Thaw breast side up in its unopened wrapper on a tray in the refrigerator. Allow at least one day of thawing for every four pounds of turkey. (NO KIDDING. I have a 40 pound turkey so I started last week!)
Cold Water Thawing:
Thaw breast side down in its unopened wrapper in cold water to cover.
Change the water every 30 minutes to keep surface cold. Estimate minimum thawing time to be 30 minutes per pound for whole turkey.
Within two hours after roasting, remove stuffing from turkey and carve the meat off the bones, then store in refrigerator or freezer.

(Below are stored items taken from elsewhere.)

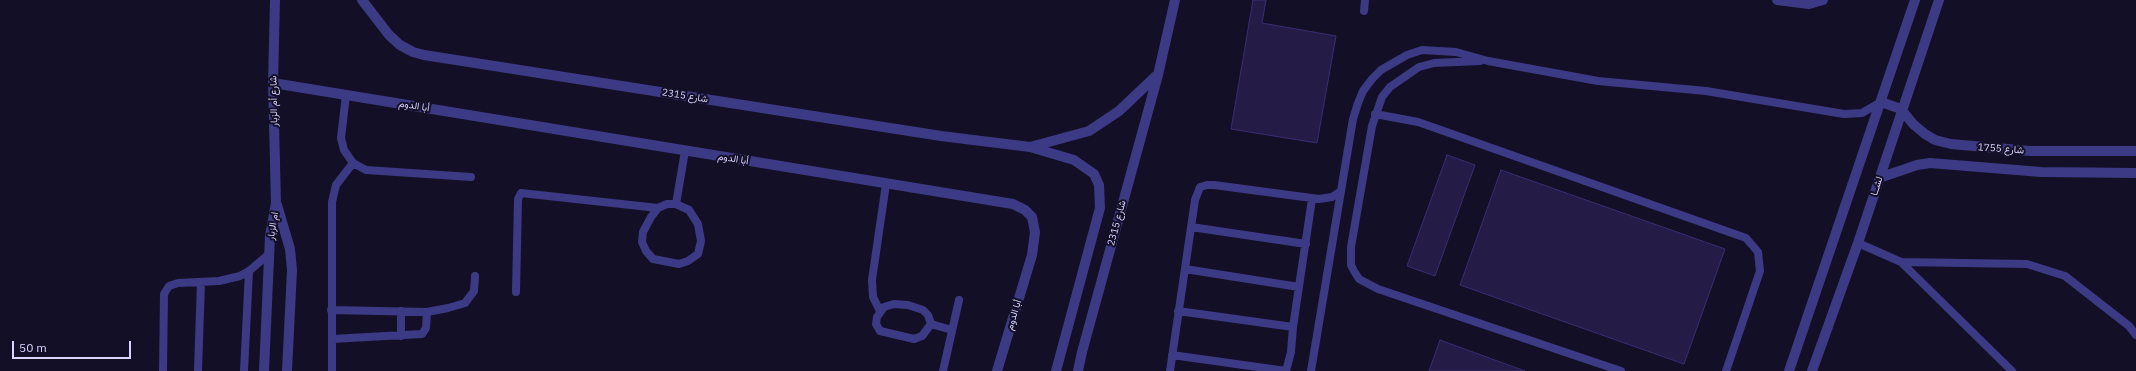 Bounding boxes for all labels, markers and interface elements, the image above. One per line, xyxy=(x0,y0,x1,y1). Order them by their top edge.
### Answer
street label: شارع أم الزبار xyxy=(268,75,280,127)
street label: شارع 2315 xyxy=(661,86,709,106)
street label: أبا الدوم xyxy=(398,98,430,114)
street label: شارع 1755 xyxy=(1977,141,2025,157)
street label: أبا الدوم xyxy=(717,151,749,167)
street label: لشــا xyxy=(1868,175,1886,197)
street label: شارع 2315 xyxy=(1105,199,1129,247)
street label: ام الزبار xyxy=(265,211,281,241)
street label: أبا الدوم xyxy=(1004,298,1024,332)
scale bar xyxy=(14,333,133,359)
text: 50 m xyxy=(19,340,47,355) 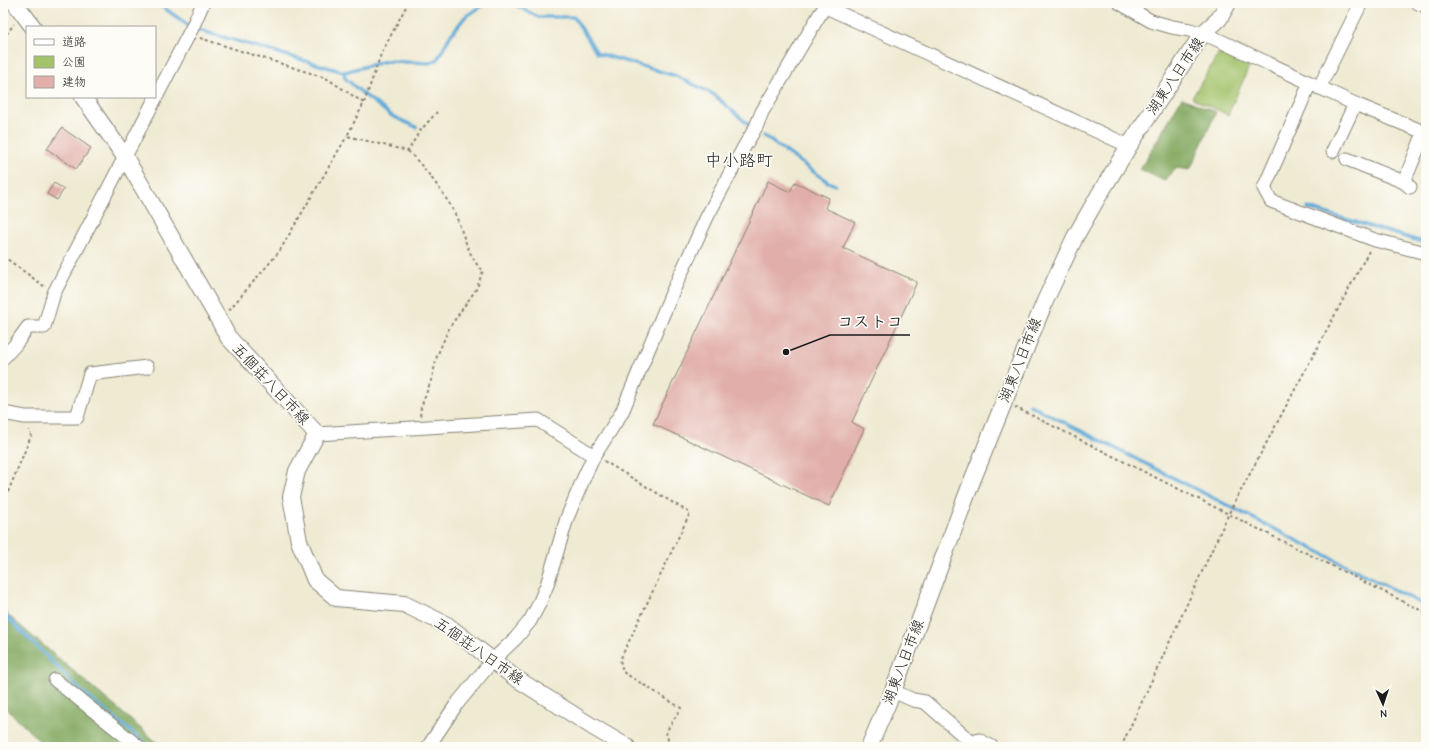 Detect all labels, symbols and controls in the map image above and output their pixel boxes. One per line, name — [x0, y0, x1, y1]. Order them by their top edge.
legend — [26, 26, 156, 98]
street label: 湖東八日市線 — [1142, 34, 1208, 118]
text: 道路 — [62, 35, 86, 49]
text: 公園 — [62, 55, 86, 69]
text: 建物 — [62, 75, 86, 89]
district label: 中小路町 — [705, 151, 773, 170]
callout: コストコ — [830, 307, 910, 335]
text: コストコ — [837, 313, 903, 331]
street label: 湖東八日市線 — [995, 315, 1045, 405]
street label: 五個荘八日市線 — [229, 339, 313, 429]
street label: 五個荘八日市線 — [431, 614, 527, 688]
street label: 湖東八日市線 — [878, 617, 928, 707]
north arrow — [1363, 684, 1403, 724]
text: N — [1380, 707, 1387, 720] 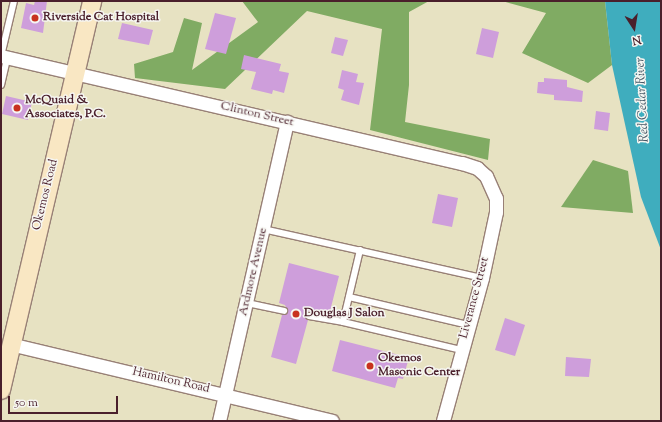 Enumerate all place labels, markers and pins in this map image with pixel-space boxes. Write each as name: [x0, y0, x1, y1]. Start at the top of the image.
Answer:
place label: Riverside Cat Hospital: [43, 11, 159, 25]
marker: Riverside Cat Hospital: [30, 13, 40, 23]
place label: McQuaid & Associates, P.C.: [25, 94, 106, 122]
marker: McQuaid & Associates, P.C.: [12, 103, 22, 113]
place label: Douglas J Salon: [304, 307, 385, 321]
marker: Douglas J Salon: [291, 309, 301, 319]
place label: Okemos Masonic Center: [378, 352, 460, 380]
marker: Okemos Masonic Center: [365, 361, 375, 371]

Wrap turkey slices and stuffing separately, refrigerate and use within three days.
Use refrigerated gravy within three days.

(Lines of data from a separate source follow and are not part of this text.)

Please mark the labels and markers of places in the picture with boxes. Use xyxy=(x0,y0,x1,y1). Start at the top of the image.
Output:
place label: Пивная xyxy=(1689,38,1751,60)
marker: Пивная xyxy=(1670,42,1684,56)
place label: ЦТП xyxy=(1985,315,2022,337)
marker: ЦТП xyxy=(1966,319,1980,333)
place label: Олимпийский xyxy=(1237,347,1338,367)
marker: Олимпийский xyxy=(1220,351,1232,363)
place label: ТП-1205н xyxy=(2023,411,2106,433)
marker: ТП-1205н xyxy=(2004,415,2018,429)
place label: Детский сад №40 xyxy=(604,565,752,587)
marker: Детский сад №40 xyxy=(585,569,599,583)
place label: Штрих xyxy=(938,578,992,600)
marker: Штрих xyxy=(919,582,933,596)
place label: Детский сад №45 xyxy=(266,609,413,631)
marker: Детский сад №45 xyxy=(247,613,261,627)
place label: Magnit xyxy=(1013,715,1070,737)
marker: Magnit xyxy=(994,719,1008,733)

Freeze leftovers if you plan to store them for a longer period of time. Wrap in heavy foil, freezer wrap or place in freezer container; for optimum taste, use stuffing within one month and turkey within two months.
Check out the turkey place: www.butterball.com They have “HOW TO” videos on how to handle that turkey.
Weights & Cooking Time
Turkey weight is the starting point for planning your holiday meal. Use the following calculator to determine how much turkey to buy and the Roasting chart as a guideline for planning the day’s schedule. While minor variations in weight do not significantly affect cooking times, always use a meat thermometer to determine doneness.
Butterball Open Pan Roasting Method.
Place thawed or fresh turkey, breast up on a flat rack in a shallow pan, 2 to 2-1/2 inches deep.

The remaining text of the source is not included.